5. Future Implications
The industry is moving toward a future where AI acts as a sophisticated scientific partner, capable of solving complex biological mysteries (like allergen cross-reactivity between birch pollen and certain fruits) in seconds rather than decades. There will be a greater focus on generative biology, where custom therapeutic proteins are engineered via diffusion models. Crucially, the conversation stresses the need for interpretability and clear boundaries when deploying these powerful tools in regulated environments.
6. Target Audience
This episode is highly valuable for AI/ML professionals in the Life Sciences (Drug Discovery, Bioinformatics), R&D Leaders, Biotech/Pharma Executives, and Technology Strategists interested in the practical, high-stakes applications of Generative AI beyond consumer-facing products.
🏢 Companies Mentioned
đź’¬ Key Insights
"Absolutely.
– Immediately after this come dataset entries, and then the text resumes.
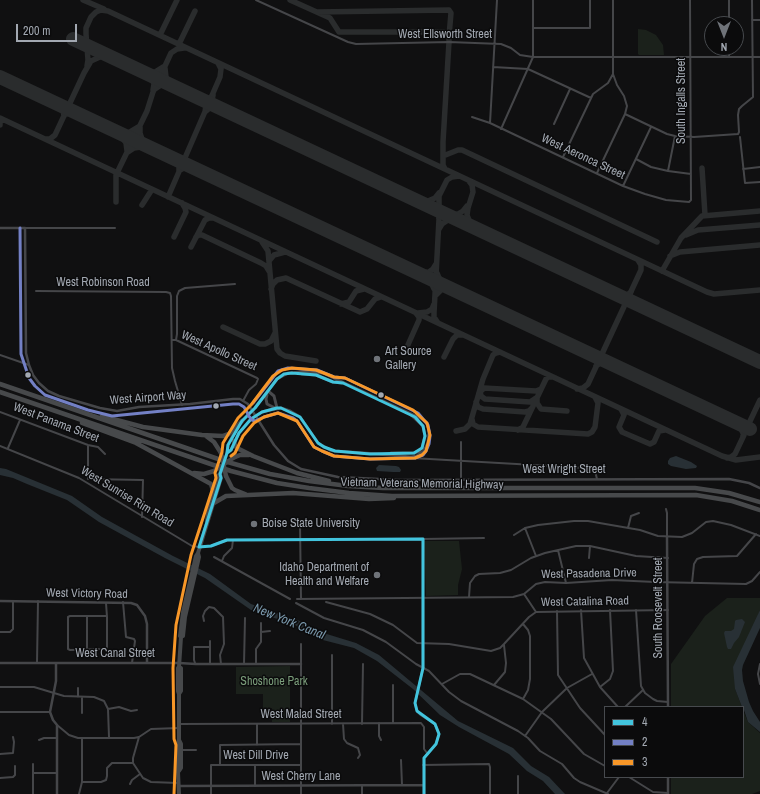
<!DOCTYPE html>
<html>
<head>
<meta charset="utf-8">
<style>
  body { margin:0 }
  #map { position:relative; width:760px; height:794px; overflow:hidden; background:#101011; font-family:"Archivo Narrow",sans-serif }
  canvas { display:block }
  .legend { position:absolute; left:604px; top:706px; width:140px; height:72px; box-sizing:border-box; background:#0b0b0c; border:1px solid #474a4e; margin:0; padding:5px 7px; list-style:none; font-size:12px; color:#a2a8b1 }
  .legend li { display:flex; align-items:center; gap:8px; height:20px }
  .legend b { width:20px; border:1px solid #474a4e }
  .north { position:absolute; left:704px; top:16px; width:40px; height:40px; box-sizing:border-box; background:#0b0b0c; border:1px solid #474a4e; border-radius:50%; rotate:180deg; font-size:11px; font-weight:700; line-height:16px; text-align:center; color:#a2a8b1 }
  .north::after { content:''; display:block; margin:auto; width:14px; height:18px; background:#6f7379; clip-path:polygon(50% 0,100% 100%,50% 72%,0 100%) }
  .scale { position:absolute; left:16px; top:24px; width:61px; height:18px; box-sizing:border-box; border:2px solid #a2a8b1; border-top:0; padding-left:5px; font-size:12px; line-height:14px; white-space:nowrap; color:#a2a8b1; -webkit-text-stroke:3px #0b0b0c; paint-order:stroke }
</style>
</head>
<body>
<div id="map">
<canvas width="760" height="794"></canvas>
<ul class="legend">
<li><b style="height:5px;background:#42c4dd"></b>4</li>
<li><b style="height:5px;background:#7380c5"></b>2</li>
<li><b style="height:5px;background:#f89728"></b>3</li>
</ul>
<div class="north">N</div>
<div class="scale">200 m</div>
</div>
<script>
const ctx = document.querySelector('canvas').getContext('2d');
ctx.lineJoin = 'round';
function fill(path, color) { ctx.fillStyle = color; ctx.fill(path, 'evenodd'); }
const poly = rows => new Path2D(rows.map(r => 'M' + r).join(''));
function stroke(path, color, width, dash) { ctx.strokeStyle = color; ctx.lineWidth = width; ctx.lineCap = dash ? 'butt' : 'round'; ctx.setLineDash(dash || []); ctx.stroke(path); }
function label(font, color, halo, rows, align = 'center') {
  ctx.font = font + ' "Archivo Narrow",sans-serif'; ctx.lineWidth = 3; ctx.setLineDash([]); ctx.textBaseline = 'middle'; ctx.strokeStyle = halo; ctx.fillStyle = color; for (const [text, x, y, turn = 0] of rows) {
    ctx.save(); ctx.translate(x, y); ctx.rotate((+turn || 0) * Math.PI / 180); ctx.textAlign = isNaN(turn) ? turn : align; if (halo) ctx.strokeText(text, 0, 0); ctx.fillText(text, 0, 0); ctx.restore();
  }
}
const green = poly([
  [638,29,646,30,656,35,663,45,664,55,639,55,638,54],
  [424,541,459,541,462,569,458,585,458,595,426,596],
  [727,598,760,598,760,610,735,689,742,707,671,707,671,664,705,616],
  [290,666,290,722,272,722,272,708,263,708,263,694,236,694,236,667],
  [743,710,748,722,760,733,760,791,752,794,671,794,671,777,743,777]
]);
const water = poly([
  [676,456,691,462,697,466,696,468,686,469,671,466,668,464,668,461,670,458],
  [379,465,396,466,399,467,401,470,400,472,393,472,377,471,376,468],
  [0,468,6,469,72,496,102,517,173,556,210,574,251,604,300,621,317,631,356,643,379,655,458,721,513,748,531,766,549,777,565,794,555,794,543,781,527,771,509,754,459,727,440,715,413,689,377,661,354,648,319,639,295,625,251,610,205,578,165,558,99,522,67,500,27,484,13,478,0,475],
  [760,610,760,628,743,665,742,670,743,681,749,702,753,711,760,722,760,732,748,722,743,707,742,707,735,689,733,667],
  [742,619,745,622,739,637,734,643,731,649,728,649,727,647,724,633,725,631,731,631,734,629,735,621,736,620]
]);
const taxiway = poly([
  [83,0,104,9],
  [290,0,330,18,339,32,443,32,447,33,449,36,449,42,443,142,443,165,445,169],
  [317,12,449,10,451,13,449,36],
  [160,35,177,0],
  [87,41,94,49],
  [179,44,195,11],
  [87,66,88,60,86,34,86,28,91,17,96,12,101,10,108,11,707,292,714,294,760,290],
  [165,68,166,77,172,86],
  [145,73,155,72,163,67],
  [145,73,152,79,154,84,153,90],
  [155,89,161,85,171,85],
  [213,95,212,101,217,107,211,107,205,112,206,105,201,100,207,100,213,95],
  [58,104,63,109,64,116],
  [64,115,71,112,77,113],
  [0,118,722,456,736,460,760,457],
  [0,119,0,125],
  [140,127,140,133,142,139,148,146],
  [118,132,126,143,127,151],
  [118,132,128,133,138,127],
  [45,139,50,139,55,135,84,73,91,61,102,56,113,58],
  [128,152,134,148,148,146],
  [443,156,458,150,462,150,657,242],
  [174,158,179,165,179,171],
  [702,168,705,215],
  [180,170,186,167,193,167],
  [469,181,472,185,473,192,468,208,467,215,470,223,477,229],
  [168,197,220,77,221,69,218,63],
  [416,200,428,201,435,198,439,193],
  [116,202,116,175,147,111,153,92,171,53,177,49,184,48],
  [142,205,151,191],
  [431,207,437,213,439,217],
  [443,213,452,215,458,214,463,211,467,206],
  [439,229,442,224,448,220,459,221],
  [686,235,698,230,760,225],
  [174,237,186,212,185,208,182,203],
  [196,237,199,235,202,235,261,263,266,266,269,271],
  [262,242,268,251,277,349,280,353,285,356,316,361],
  [191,247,205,220,209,218,213,218],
  [670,256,680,252,760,245],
  [269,261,274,255,285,252],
  [662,271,681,238,702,216,760,211],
  [418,273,429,272,433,269,436,264],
  [437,273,440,280,446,286],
  [424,276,430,280,434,289],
  [271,289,273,284,277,280,286,278,360,312,367,309,375,299,381,297],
  [630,294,632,300,636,304],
  [619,295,626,296,631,292],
  [435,296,442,289,454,290],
  [341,304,349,302,356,291,364,289],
  [418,313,427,312,432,309,434,304],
  [438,323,434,317,434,313,439,219,439,196,447,180,452,177,459,176],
  [223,327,260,344,265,344,271,341,275,333],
  [407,347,419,320,419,317,416,313],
  [592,355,596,359,597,364],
  [444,357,453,339,457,335,462,335],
  [596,366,602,362,608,362],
  [577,389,583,388,588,384,641,270,641,265,638,260],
  [480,391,481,396,485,399,530,402,536,398],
  [479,393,484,388,536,391,541,389],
  [537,398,537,403,541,409,567,411],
  [476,402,478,407,483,409,525,412,529,411,532,408],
  [621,409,624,415,619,427,622,432,650,444,654,442,659,431,665,430],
  [472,419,473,424,478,427,588,434,592,432,595,427,598,403,595,397],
  [518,430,523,427,546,379,548,377,552,377],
  [456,431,465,429,470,424,483,379,493,355,496,353,500,352],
  [743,436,760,400],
  [727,458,731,457,735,454,744,435,738,423]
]);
const runway = poly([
  [73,39,760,362],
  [0,77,750,429]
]);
const minor = poly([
  [256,0,348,42,356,44,449,42,501,44,511,48,520,55,533,57,760,57],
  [729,0,729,24],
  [752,20,760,20],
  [534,28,590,28,590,0],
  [729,48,729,57],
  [493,67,528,69,591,98],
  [625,114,667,134,675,136,694,137,738,134,739,132,738,115,739,109,742,106,753,97,752,0],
  [472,117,490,123,623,186,645,194,666,200,689,202,691,200,690,0],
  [490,123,497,0],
  [554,124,570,89],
  [501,129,533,57,533,0],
  [740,137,745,183,760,182],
  [563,157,593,94,608,83,613,74],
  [636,159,651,167,668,171,691,174],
  [743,169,760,167],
  [668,171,675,136],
  [597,173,625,114,627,106,624,96,617,85,613,74,613,0],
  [623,186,651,127],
  [25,228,115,228],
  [36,291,166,292,170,293,171,296,172,368,175,381,182,405],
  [172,340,176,340,257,378,258,379,256,384,249,390,243,401],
  [176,340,177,334,177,296,179,291,185,288,235,284],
  [0,355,29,365],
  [0,412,88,445,98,447,105,454],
  [0,446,79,478,192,546,199,547],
  [8,448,20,420],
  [412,458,586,468,595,471,597,479],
  [88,479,143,480,142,517],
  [88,479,88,445],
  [461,480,461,442],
  [666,509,667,513,667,537],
  [300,523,301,599],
  [525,528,536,556],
  [628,528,631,516,639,513],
  [514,535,525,528,538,525,574,521,588,521,640,530,658,536,682,537,692,533,706,522,713,521,731,525,760,536],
  [423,539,484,538],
  [558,550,566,583],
  [214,557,290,599],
  [589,558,590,546],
  [222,561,224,556,232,548,233,540],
  [692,583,694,564,697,559,703,557,737,556,756,534],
  [524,594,536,612],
  [469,597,470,583,475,576,479,574,500,573,511,570,531,558,545,553,576,546,590,546,636,556,668,558],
  [297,599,513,597,524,594,536,584,545,582,566,583,612,580,655,582,746,584,752,581,760,572],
  [123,602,126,637,134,639,135,641,132,663],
  [326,602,370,614,393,625,417,643,449,644,491,651,500,648,504,644,529,617,536,612,668,610],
  [106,603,107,617,107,647,106,649,70,650,68,649,68,617,70,616,107,616],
  [296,603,324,618,363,630,386,642,416,664,429,671,449,692,461,701,518,731,528,738,540,751,562,764,574,778,580,782,608,794],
  [581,610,584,658,600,687,618,707],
  [636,610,641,686,645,693,653,699,657,701,668,702],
  [557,611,558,675,580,708,605,735],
  [87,616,87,650],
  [204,621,203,616,205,611,209,607,214,608,223,617,224,644,220,655,221,664],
  [0,632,10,632,13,629,13,601],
  [261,632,270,631],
  [301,644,301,794],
  [37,663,38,601],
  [195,663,194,660,194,647,210,647],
  [210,664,210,641],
  [244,664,245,618],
  [256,664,256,649,261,642,261,623],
  [760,664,758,674,760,684],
  [442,684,460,674,470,674,523,699,551,719,584,754,605,766],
  [393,685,393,723],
  [494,685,505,672,506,663,504,645],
  [0,687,34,687,64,696,94,697,104,701,108,709,119,707,131,711,137,710],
  [600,687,610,679,613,671,610,610],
  [78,697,78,688],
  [523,699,528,690,530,679,530,636,528,630,523,624],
  [625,707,643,690],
  [108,709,109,737],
  [0,712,50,712],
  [82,713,82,697],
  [379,723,379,736,381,740],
  [179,724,421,723,424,727,424,749,427,753],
  [332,724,332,655],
  [343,724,344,739,347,743,358,748,360,755,358,758],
  [362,724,363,664],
  [57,725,69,735,78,738,134,738,139,737,151,729,179,728],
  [525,736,542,712,567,688,592,674],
  [39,740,44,738,57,738],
  [257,745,257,724],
  [181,750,196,750],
  [0,754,13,753,14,742,13,737],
  [401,760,402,785],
  [133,763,133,758,139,737],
  [220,765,220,745,301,744],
  [255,765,255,786],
  [423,765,489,764,490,767,490,794],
  [33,773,57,773],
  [629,777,653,792,668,793],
  [0,778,13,777,15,775,15,766],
  [82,782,82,738],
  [130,784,132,780,140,774],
  [362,785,362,794],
  [607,793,619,777],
  [33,794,33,764],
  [79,794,82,782,101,782,106,780,107,776,107,768,112,763,133,763,143,778,151,782,178,783],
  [211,794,211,765,301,765],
  [518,794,518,776]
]);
const tertiary = poly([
  [0,228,25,228,26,353,29,365,33,375,39,383,48,391,59,396,100,408,117,411,139,407,190,404,233,399,240,399,248,404,274,445,288,461,301,469,338,477,399,480,729,479,749,483,760,488],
  [667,537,668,707],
  [200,547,211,546,227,540,233,540,423,539,423,668,415,703,417,711,421,715,435,724,439,734,436,744,424,758,424,794],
  [0,601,131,603,137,605,145,616,147,624,147,663],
  [0,663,179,663,196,664,301,664],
  [56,663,56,681,50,712,53,720,57,725,57,794],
  [668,777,668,794],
  [179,786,424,785]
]);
const secondary = poly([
  [308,372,323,373,422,419,427,423,429,431,428,443,424,451,417,456,411,457,377,454,335,451,330,450,318,443,300,417,290,411,281,408,270,410,262,412,251,419,239,433,231,450,227,453,228,445,236,429,242,421,255,408,277,379,288,373,308,372],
  [302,374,316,375,333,382,342,383],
  [268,391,274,396,277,408],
  [267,395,266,399,267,404,275,408],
  [391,453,414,453,419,451,422,448,425,436,423,426,411,415]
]);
const primary = poly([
  [181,637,183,636,185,617,199,557,198,553],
  [179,694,178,691,178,668,179,667,181,637,180,636,183,612,196,556,198,553,221,478,220,474,217,477,209,505,207,521],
  [179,771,181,768,181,744,179,740],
  [179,794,177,750,179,739,179,694,181,691,181,668,179,667]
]);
const motorway = poly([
  [0,384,224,461,270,474,309,481,348,486,383,488,695,488,729,493,760,502],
  [0,392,231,471,277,483,309,488,349,493,392,496,696,495,732,501,760,510],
  [102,416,143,427,202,435,223,436,229,434,242,421],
  [82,423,136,443,211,484,213,491],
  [206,436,214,442,221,453],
  [234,441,235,446,239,449,253,456,297,473,329,481],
  [233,458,240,455,249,455],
  [194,473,204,474,214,471],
  [226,476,232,488,235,490,245,494],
  [214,503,226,496,293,493,369,499,394,498]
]);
const secondaryBridge = poly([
  [224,463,227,453]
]);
const primaryBridge = poly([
  [220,474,223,465]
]);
const motorwayBridge = poly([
  [221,453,226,476],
  [214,471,233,458]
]);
const bus1 = poly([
  [292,373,316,375,333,382,343,383,415,417,423,426,425,436,422,448,414,453,370,454,335,451,324,447,318,443,300,417,281,408,277,408,262,412,251,419,239,433,231,450,227,453,228,445,242,421,255,408,277,379,284,374,292,373],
  [423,539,423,668,415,703,417,711,435,724,439,734,436,744,424,758,424,794],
  [199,547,221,478,220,474,227,453],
  [199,547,211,546,227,540,423,539]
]);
const bus2 = poly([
  [20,228,21,354,29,378,35,386,45,395,88,410,112,416,233,404,239,404,244,407,248,414],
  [248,415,252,420,255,421,264,417,278,413,293,418,297,421,314,447,322,451,334,456,370,459,415,458,423,455,426,451,429,444,430,436,428,425,418,413,345,378,334,377,317,370,288,368,278,371,253,403]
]);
const bus3 = poly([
  [174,794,176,745,174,739,173,668,176,625,191,555,216,478,215,473,222,452,223,443,238,418,251,405,273,376,282,370,292,368,316,370,334,377,345,378,413,410,427,423,430,435,426,451,422,455,415,458,370,459,334,456,322,451,314,447,297,421,278,413,264,417,254,423,243,436,235,453,231,456]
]);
const markers = [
  [377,359,4,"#6f7379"],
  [28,375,3.5,"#a2a8b1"],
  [381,395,3.5,"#a2a8b1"],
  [216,406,3.5,"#a2a8b1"],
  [254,524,4,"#6f7379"],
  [377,575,4,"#6f7379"]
];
const streetNames = [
  ["West Ellsworth Street",445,35],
  ["South Ingalls Street",682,101,-90],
  ["West Aeronca Street",583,157,25],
  ["West Robinson Road",103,283],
  ["West Apollo Street",219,351,24],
  ["West Airport Way",148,398,-4],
  ["West Panama Street",56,423,21],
  ["West Wright Street",564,470],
  ["Vietnam Veterans Memorial Highway",422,484,1],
  ["West Sunrise Rim Road",127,497,31],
  ["West Pasadena Drive",589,574,-1],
  ["West Victory Road",87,594,1],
  ["West Catalina Road",585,602,-1],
  ["South Roosevelt Street",659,608,-90],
  ["West Canal Street",115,654],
  ["West Malad Street",301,715],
  ["West Dill Drive",256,756],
  ["West Cherry Lane",301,777]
];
const poiNames = [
  ["Art Source",385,352],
  ["Gallery",385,366],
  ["Boise State University",262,524],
  ["Idaho Department of",369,568,"right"],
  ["Health and Welfare",369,582,"right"]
];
const parkNames = [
  ["Shoshone Park",274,682]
];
const waterNames = [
  ["New York Canal",289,622,22]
];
fill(green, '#1b211b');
fill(water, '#283035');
stroke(taxiway, '#2a2c2d', 5.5);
stroke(runway, '#2a2c2d', 14);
stroke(minor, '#454649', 2);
stroke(tertiary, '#454649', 2.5);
stroke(secondary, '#494a4d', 3);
stroke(primary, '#47494b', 4);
stroke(motorway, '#47494b', 4.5);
stroke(secondaryBridge, '#494a4d', 3);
stroke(primaryBridge, '#47494b', 4);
stroke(motorwayBridge, '#47494b', 4.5);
stroke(bus1, '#42c4dd', 3);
stroke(bus2, '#7380c5', 3);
stroke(bus3, '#f89728', 3);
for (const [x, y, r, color] of markers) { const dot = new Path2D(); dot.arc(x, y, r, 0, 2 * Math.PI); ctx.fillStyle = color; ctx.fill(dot); stroke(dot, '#0b0b0c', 1.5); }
label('12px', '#a2a8b1', '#0b0b0c', streetNames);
label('12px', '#a2a8b1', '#0b0b0c', poiNames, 'left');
label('12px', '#7a9c7a', '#0b0b0c', parkNames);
label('italic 13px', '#7a98ac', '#0b0b0c', waterNames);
</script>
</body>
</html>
Really, really, I think we're in store for a very surprising 2025, 2026 on numerous fronts, not least of which are GenAI, AI, and some step-level changes that we're seeing in generative AI."
"can now target proteins with generated proteins using diffusion models."
"So you see now you're not limited to antibodies, small molecules for targeting proteins. You can now target proteins with generated proteins using diffusion models."
"There's something called the novel generation of proteins. People call them 'Boregobinders.' And this can have all sorts of ranges of sizes. They are based on diffusion models."
"With the use of large language models in Atlas, we were able to link all these allergens, that proteins, back to the birch challenge. One of the closest ones being apple or alder... Just with the large language models, we were just able to predict that. So you see how it's that jump from something that took forever to something that now in a matter of seconds we can figure it out."
"One of the things combining things like large language models for proteins, things like Alpha Fold, plus any other things that are useful for designing of small molecules, either for drug targeting or even to design like herbicide, that makes that bridge and that commonality between what you will normally see in drug discovery and agriculture technology."